- _GIVEN RECORDS_:
※

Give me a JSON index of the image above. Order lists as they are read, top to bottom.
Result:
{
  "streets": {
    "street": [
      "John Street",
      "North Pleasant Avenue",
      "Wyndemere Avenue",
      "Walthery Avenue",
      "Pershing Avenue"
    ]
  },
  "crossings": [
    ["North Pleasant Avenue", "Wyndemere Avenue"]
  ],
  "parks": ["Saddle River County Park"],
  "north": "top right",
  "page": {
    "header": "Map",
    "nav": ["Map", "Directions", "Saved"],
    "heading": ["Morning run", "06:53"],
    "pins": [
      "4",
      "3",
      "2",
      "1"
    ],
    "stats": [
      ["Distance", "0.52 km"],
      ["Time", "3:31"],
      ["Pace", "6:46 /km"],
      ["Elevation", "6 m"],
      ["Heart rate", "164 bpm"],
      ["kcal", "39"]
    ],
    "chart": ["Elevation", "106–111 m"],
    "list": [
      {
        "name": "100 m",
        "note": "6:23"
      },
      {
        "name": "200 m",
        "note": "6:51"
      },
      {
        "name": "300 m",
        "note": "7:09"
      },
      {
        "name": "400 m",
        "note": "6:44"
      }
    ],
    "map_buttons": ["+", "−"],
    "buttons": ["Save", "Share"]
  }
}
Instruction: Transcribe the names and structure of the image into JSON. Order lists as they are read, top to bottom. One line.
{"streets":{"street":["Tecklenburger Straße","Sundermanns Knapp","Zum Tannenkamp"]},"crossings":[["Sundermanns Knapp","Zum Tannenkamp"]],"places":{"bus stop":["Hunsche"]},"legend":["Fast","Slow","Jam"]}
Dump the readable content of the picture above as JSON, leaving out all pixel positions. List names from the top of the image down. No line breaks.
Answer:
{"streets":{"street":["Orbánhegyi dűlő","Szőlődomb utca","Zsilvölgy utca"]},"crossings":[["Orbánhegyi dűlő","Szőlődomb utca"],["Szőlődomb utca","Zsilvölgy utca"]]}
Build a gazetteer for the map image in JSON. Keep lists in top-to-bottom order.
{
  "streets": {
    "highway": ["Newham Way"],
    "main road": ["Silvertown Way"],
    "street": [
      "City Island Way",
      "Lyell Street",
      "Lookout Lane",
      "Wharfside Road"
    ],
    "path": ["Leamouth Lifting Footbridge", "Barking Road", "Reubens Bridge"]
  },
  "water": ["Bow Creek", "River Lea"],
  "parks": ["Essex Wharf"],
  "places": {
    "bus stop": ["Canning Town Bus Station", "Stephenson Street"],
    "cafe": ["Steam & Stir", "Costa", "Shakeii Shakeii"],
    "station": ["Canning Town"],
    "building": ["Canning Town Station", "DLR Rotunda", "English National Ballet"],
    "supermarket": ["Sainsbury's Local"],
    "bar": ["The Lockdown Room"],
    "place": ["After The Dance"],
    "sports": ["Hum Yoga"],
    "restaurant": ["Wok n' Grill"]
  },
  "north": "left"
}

※

Nothing but a number should be given: how many lines of the material contain "above".

- _ANSWER TO THIS EXERCISE_: 2